Notice the split: the cluster operator owns Gateway (with the TLS cert and the listener), the app team owns HTTPRoute (with the routing rules) in their own namespace. The app team cannot accidentally break the TLS config; the cluster operator doesn’t have to coordinate on every new route.

The Gateway API is v1 stable as of 2023-2024 and is now the preferred model for new clusters. Most of the major ingress controllers (Envoy Gateway, Contour, ingress-nginx, Traefik) support it with varying maturity. Migration from Ingress is incremental — you can run both side by side during the transition.

graph TD
  ClusterOp[Cluster operator] -->|owns| GC[GatewayClass<br/>cluster-wide]
  ClusterOp -->|owns| GW[Gateway<br/>listeners + TLS]
  AppTeam[App team] -->|owns| HR[HTTPRoute<br/>path rules, namespace-scoped]
  GW -->|binds| HR
  HR -->|routes to| Svc[Service]
  style GW fill:var(--fig-accent-soft),stroke:var(--fig-accent)

Gateway API separates cluster-operator concerns (GatewayClass + Gateway with TLS) from app-team concerns (HTTPRoute with path rules) — an app team can add routes without touching the TLS configuration.

The features that Ingress never had and Gateway API has natively: header- and query-param-based routing, request and response header modification, URL rewrite and redirect rules, traffic splitting (for canary and blue/green), explicit gRPC route support, cross-namespace referencing via ReferenceGrant. All standardized, all portable across implementations.

For any new cluster, start with Gateway API. For existing clusters on Ingress, migration is a quarter-long project and worth doing on the next natural refresh.

112.5 Service meshes

A service mesh is the intra-cluster version of the ingress problem. Instead of “how does traffic enter the cluster,” it’s “how do services inside the cluster call each other.” The mesh inserts a proxy (a sidecar container, or in some meshes a node-level agent) between every service, and that proxy handles the complexity: mTLS, retries, timeouts, circuit breakers, observability, policy.

Istio is the incumbent. It uses Envoy sidecars injected into every pod, a control plane (istiod) that configures the sidecars via xDS, and a rich policy/routing model. Strengths: enormous feature set, active development, works everywhere. Weaknesses: operationally heavy — many moving parts, upgrades are risky, and the sidecar-per-pod model roughly doubles pod count and adds latency per hop. Istio added an “ambient” mode (no sidecar, node-level proxies) to address the weight concern; ambient is still newer than the sidecar mode but is the recommended direction for new installs.
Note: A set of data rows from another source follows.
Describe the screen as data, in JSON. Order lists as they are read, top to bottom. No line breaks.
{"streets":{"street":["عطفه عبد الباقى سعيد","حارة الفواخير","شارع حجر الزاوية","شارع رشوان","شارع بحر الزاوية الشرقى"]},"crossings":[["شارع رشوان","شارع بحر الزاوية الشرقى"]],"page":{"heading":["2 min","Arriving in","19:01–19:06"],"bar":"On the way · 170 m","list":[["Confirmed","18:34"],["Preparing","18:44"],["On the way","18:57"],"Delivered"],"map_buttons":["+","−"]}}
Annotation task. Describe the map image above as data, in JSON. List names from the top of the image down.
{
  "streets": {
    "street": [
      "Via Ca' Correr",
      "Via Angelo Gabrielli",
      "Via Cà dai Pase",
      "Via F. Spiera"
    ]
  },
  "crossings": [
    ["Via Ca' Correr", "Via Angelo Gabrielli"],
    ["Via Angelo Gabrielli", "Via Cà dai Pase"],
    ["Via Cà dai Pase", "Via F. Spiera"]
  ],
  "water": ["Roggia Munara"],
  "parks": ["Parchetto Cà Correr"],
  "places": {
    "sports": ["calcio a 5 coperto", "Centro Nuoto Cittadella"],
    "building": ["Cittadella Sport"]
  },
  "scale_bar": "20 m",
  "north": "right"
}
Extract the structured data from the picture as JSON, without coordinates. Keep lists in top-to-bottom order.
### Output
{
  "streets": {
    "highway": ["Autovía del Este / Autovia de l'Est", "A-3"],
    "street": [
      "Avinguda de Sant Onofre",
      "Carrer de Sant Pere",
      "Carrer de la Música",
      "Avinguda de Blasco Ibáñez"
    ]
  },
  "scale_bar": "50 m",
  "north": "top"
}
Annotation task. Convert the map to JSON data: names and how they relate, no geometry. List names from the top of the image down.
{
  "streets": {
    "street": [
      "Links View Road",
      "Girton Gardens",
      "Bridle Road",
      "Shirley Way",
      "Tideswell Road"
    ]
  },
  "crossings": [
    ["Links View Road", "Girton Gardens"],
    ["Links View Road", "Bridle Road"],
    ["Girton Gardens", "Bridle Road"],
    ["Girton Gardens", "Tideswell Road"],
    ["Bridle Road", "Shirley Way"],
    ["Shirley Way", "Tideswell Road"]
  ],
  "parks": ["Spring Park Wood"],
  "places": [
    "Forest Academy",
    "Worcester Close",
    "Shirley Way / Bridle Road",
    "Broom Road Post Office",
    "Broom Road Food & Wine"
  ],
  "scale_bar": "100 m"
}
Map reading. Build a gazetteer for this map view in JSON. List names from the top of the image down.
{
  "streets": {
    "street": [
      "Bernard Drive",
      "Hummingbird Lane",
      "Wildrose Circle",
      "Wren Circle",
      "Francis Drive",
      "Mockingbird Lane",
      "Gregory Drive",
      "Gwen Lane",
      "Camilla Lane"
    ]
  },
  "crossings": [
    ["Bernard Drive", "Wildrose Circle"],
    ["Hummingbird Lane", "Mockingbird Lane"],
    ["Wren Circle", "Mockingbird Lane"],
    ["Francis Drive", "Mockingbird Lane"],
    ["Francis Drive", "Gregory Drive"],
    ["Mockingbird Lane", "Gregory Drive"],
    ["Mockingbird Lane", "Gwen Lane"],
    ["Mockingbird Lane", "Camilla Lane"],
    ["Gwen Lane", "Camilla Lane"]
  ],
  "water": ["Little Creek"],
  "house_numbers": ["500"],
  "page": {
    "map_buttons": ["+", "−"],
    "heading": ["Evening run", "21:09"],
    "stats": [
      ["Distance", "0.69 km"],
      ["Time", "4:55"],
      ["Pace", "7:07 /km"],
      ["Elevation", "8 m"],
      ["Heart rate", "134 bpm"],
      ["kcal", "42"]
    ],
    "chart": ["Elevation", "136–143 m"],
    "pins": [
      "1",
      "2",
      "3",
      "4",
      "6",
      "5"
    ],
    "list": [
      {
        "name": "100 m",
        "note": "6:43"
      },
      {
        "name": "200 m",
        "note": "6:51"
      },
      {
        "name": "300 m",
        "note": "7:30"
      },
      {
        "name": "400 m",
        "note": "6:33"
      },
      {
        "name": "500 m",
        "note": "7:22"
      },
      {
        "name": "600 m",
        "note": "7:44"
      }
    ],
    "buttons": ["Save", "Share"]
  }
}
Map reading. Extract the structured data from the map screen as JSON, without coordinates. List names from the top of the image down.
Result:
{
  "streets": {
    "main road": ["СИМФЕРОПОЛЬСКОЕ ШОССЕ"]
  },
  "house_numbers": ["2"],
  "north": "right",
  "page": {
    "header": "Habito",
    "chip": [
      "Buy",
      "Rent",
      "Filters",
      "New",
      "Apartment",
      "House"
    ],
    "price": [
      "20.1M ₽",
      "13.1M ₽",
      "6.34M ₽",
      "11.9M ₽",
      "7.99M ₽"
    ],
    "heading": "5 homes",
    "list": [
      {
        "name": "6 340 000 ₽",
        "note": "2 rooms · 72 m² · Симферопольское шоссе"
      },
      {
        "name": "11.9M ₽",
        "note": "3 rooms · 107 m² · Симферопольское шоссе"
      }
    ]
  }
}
Linkerd is the opposite design philosophy. It prioritizes operational simplicity. Uses a custom Rust proxy (linkerd2-proxy) that is lighter than Envoy, a simple control plane, and a much smaller feature set. Install is one command, upgrades are painless, and the metrics story is excellent out of the box. The limit: fewer features than Istio. If you need complex traffic policy, header-based routing, or integration with external CAs, Linkerd may not cover it.

Cilium Service Mesh is the eBPF-native option. Cilium is already a popular CNI (Container Network Interface) that uses eBPF for cluster networking, and its service mesh extends that with L7 features. The pitch: no sidecar, minimal latency, integrated with the CNI so observability is unified. Younger than Istio and Linkerd, but maturing fast. For teams already using Cilium as their CNI, the service mesh is a natural extension.

Consul Connect (HashiCorp) and Kuma (CNCF) are also in the space, with smaller footprints.

What a mesh buys you:

  • mTLS everywhere. Service-to-service traffic is encrypted and authenticated without the application having to handle certificates.
  • Standardized retries and timeouts. No more “every service implements retries differently.”
  • Traffic policy. Canary deployments, blue/green, fault injection, traffic shifting — all as declarative CRDs.
  • Observability. Per-hop metrics, distributed tracing out of the box.
  • Authorization policy. “Service A can call /users on Service B but not /admin on Service C” expressed declaratively, enforced by the sidecar.

What a mesh costs:

  • Operational complexity. Another control plane, another CRD set, another upgrade surface.
  • Per-hop latency. Sidecars add typically 0.5-2ms per hop. For most services this is negligible; for latency-sensitive hot paths (inference serving at p99 < 50ms) it’s meaningful.
  • Resource overhead. Sidecars consume CPU and memory per pod.
  • Debugging complexity. When a request fails, is it the app, the sidecar, the mesh config, or the network?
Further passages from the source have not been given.